When writing filesystem resource managers, we encounter additional complexity when dealing with the pathnames. For verification of access, we need to break apart the passed pathname and check each component. You can use strtok() and friends to break apart the string, and then there's iofunc_check_access(), a convenient iofunc-layer call that performs the access verification of pathname components leading up to the target. (See the Library Reference page for the iofunc_open() for information detailing the steps needed for this level of checking.)
The binding that takes place after the name is validated requires that every path that's handled has its own attribute structure passed to iofunc_open_default(). Unexpected behavior will result if the wrong attribute is bound to the pathname that's provided. |
When the _IO_READ handler is called, it may need to return data for either a file (if S_ISDIR (ocb->attr->mode) is false) or a directory (if S_ISDIR (ocb->attr->mode) is true). We've seen the algorithm for returning data, especially the method for matching the returned data's size to the smaller of the data available or the client's buffer size.
A similar constraint is in effect for returning directory data to a client, except we have the added issue of returning block-integral data. What this means is that instead of returning a stream of bytes, where we can arbitrarily package the data, we're actually returning a number of struct dirent structures. (In other words, we can't return 1.5 of those structures; we always have to return an integral number.)
A struct dirent looks like this:
struct dirent { ino_t d_ino; off_t d_offset; unsigned short d_reclen; unsigned short d_namelen; char d_name [NAME_MAX + 1]; };
The d_ino member contains a mountpoint-unique file serial number. This serial number is often used in various disk-checking utilities for such operations as determining infinite-loop directory links. (Note that the inode value cannot be zero, which would indicate that the inode represents an unused entry.)
The d_offset member is typically used to identify the directory entry itself. For a disk-based filesystem, this value might be the actual offset into the on-disk directory structure.
Other implementations may assign a directory entry index number (0 for the first directory entry in that directory, 1 for the next, and so on). The only constraint is that the numbering scheme used must be consistent between the _IO_LSEEK message handler and the _IO_READ message handler.
For example, if you've chosen to have d_offset represent a directory entry index number, this means that if an _IO_LSEEK message causes the current offset to be changed to 7, and then an _IO_READ request arrives, you must return directory information starting at directory entry number 7.
The d_reclen member contains the size of this directory entry and any other associated information (such as an optional struct stat structure appended to the struct dirent entry; see below).
The d_namelen parameter indicates the size of the d_name parameter, which holds the actual name of that directory entry. (Since the size is calculated using strlen(), the \0 string terminator, which must be present, is not counted.)

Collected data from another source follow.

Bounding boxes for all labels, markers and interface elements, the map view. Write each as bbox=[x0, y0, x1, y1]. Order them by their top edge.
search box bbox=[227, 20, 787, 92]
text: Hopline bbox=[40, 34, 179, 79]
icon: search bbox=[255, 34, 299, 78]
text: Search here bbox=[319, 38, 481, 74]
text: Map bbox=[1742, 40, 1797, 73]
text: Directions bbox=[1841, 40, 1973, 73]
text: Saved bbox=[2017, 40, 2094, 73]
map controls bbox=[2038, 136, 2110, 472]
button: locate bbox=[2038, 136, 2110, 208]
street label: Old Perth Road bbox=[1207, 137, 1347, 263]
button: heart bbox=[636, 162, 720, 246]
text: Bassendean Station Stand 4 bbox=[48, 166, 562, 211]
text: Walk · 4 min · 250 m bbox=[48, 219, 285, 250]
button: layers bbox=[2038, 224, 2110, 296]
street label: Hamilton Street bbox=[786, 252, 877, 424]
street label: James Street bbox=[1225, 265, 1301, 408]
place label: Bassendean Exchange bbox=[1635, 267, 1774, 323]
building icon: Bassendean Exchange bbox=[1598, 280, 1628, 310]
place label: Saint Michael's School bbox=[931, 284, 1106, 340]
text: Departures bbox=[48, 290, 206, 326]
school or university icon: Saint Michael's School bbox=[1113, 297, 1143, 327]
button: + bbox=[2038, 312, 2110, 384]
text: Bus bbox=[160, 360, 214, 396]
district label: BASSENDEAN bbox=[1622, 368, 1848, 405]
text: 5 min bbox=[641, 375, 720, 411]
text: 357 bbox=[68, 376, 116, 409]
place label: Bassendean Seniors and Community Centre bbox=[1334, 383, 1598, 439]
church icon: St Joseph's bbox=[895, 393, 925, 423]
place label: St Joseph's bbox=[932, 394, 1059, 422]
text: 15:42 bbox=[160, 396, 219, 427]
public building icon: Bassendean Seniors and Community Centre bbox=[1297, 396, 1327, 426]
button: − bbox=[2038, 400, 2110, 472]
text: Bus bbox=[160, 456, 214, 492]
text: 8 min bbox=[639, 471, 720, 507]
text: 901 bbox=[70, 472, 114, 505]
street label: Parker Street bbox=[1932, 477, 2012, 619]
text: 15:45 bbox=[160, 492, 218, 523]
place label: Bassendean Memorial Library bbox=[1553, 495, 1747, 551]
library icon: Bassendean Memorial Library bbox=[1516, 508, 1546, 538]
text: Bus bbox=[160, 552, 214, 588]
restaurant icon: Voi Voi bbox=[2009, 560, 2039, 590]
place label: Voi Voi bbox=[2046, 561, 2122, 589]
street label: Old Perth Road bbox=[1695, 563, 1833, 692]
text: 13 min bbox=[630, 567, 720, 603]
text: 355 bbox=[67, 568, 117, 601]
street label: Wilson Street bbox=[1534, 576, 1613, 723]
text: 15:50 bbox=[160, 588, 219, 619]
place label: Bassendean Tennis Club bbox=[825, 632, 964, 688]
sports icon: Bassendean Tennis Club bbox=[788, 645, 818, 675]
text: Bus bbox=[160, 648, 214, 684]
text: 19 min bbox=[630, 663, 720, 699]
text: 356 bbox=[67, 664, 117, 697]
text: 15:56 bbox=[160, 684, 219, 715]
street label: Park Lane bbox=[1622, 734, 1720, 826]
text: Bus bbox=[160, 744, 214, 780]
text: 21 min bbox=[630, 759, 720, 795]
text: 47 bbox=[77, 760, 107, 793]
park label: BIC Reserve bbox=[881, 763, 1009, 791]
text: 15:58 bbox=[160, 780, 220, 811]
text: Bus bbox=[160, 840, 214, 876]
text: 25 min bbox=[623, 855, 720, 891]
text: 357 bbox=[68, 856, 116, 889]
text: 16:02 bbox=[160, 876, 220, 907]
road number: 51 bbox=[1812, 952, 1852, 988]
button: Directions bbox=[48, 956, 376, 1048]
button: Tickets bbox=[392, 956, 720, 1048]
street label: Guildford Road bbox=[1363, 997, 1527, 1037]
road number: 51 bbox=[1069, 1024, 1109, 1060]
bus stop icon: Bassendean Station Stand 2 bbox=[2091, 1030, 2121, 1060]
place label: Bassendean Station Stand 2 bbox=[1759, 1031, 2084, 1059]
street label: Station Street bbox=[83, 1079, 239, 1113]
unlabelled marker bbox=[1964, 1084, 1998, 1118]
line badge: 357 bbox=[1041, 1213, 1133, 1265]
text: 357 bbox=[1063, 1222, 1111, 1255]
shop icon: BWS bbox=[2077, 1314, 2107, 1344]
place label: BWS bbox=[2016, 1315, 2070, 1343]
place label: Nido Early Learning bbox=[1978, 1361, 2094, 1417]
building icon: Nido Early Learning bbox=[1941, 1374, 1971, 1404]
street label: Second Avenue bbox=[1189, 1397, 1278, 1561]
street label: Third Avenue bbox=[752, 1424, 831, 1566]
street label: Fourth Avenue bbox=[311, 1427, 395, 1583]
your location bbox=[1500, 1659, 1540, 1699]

So in our io_read handler, we need to generate a number of struct dirent entries and return them to the client. If we have a cache of directory entries that we maintain in our resource manager, it's a simple matter to construct a set of IOVs to point to those entries. If we don't have a cache, then we must manually assemble the directory entries into a buffer and then return an IOV that points to that.
Instead of returning just the struct dirent in the _IO_READ message, you can also return a struct stat. Although this will improve efficiency, returning the struct stat is entirely optional. If you don't return one, the users of your device will then have to call the stat() function to get that information. (This is basically a usage question. If your device is typically used in such a way that readdir() is called, and then stat() is called, it will be more efficient to return both. See the documentation for readdir() in the Library Reference for more information.)

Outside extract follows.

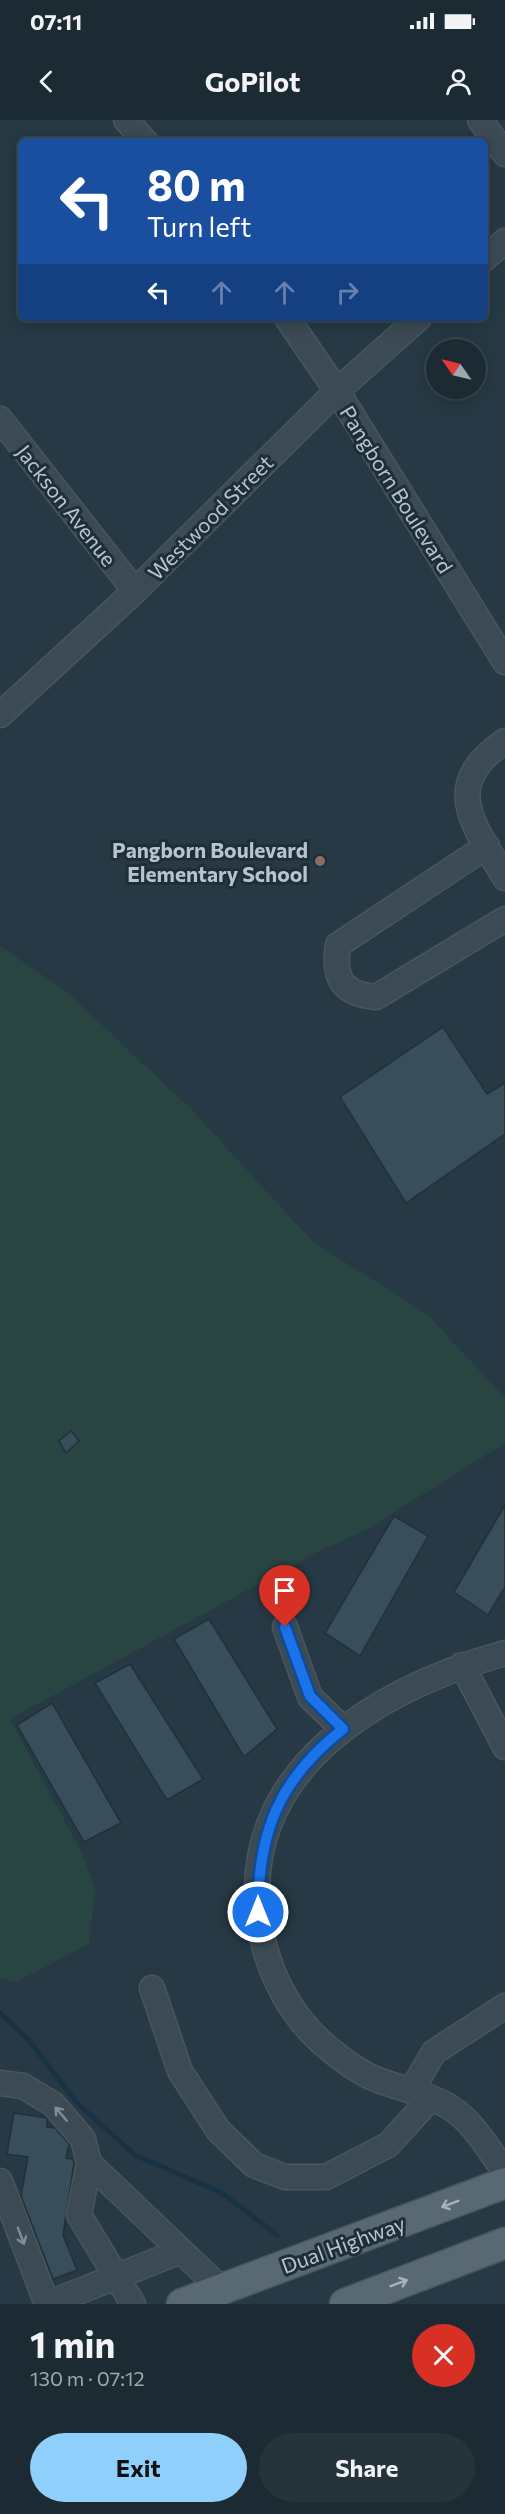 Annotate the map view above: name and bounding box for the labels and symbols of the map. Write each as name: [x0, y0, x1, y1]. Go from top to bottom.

The extra struct stat information is returned after each directory entry:
Returning the optional struct stat along with the struct dirent entry can improve efficiency.
The struct stat must be aligned on an 8-byte boundary. The d_reclen member of the struct dirent must contain the size of both structures, including any filler necessary for alignment. |
Generally, a resource manager receives these types of messages:
A connect message is issued by the client to perform an operation based on a pathname. This may be a message that establishes a longer term relationship between the client and the resource manager (e.g. open()), or it may be a message that is a "one-shot" event (e.g. rename()).
The library looks at the connect_funcs parameter (of type resmgr_connect_funcs_t -- see the Library Reference) and calls out to the appropriate function.
If the message is the _IO_CONNECT message (and variants) corresponding with the open() outcall, then a context needs to be established for further I/O messages that will be processed later. This context is referred to as an OCB (Open Control Block) -- it holds any information required between the connect message and subsequent I/O messages.
Basically, the OCB is a good place to keep information that needs to be stored on a per-open basis. An example of this would be the current position within a file. Each open file descriptor would have its own file position. The OCB is allocated on a per-open basis. During the open handling, you'd initialize the file position; during read and write handling, you'd advance the file position. For more information, see the section "The open control block (OCB) structure."
An I/O message is one that relies on an existing binding (e.g. OCB) between the client and the resource manager.
An an example, an _IO_READ (from the client's read() function) message depends on the client's having previously established an association (or context) with the resource manager by issuing an open() and getting back a file descriptor. This context, created by the open() call, is then used to process the subsequent I/O messages, like the _IO_READ.
There are good reasons for this design. It would be inefficient to pass the full pathname for each and every read() request, for example. The open() handler can also perform tasks that we want done only once (e.g. permission checks), rather than with each I/O message. Also, when the read() has read 4096 bytes from a disk file, there may be another 20 megabytes still waiting to be read. Therefore, the read() function would need to have some context information telling it the position within the file it's reading from, how much has been read, and so on.
The resmgr_io_funcs_t structure is filled in a manner similar to the connect functions structure resmgr_connect_funcs_t.
Notice that the I/O functions all have a common parameter list. The first entry is a resource manager context structure, the second is a message (the type of which matches the message being handled and contains parameters sent from the client), and the last is an OCB (containing what we bound when we handled the client's open() function).
The _resmgr_attr_t control structure contains at least the following:
typedef struct _resmgr_attr { unsigned flags; unsigned nparts_max; unsigned msg_max_size; int (*other_func)(resmgr_context_t *, void *msg); unsigned reserved[4]; } resmgr_attr_t;
These members will be important when you start writing your own handler functions.
If you specify a value of zero for nparts_max, the resource manager library will bump the values to the minimum usable by the library itself. Why would you want to set the size of the IOV array? As we've seen in the Getting the resource manager library to do the reply section, you can tell the resource manager library to do our replying for us. We may want to give it an IOV array that points to N buffers containing the reply data. But, since we'll ask the library to do the reply for us, we need to use its IOV array, which of course would need to be big enough to point to our N buffers.
If the resource manager library gets an I/O message that it doesn't know how to handle, it'll call the routine specified by the other_func member, if non-NULL. (If it's NULL, the resource manager library will return an ENOSYS to the client, effectively stating that it doesn't know what this message means.)
You might specify a non-NULL value for other_func in the case where you've specified some form of custom messaging between clients and your resource manager, although the recommended approach for this is the devctl() function call (client) and the _IO_DEVCTL message handler (server) or a MsgSend*() function call (client) and the _IO_MSG message handler (server).
For non-I/O message types, you should use the message_attach() function, which attaches a message range for the dispatch handle. When a message with a type in that range is received, the dispatch_block() function calls a user-supplied function that's responsible for doing any specific work, such as replying to the client.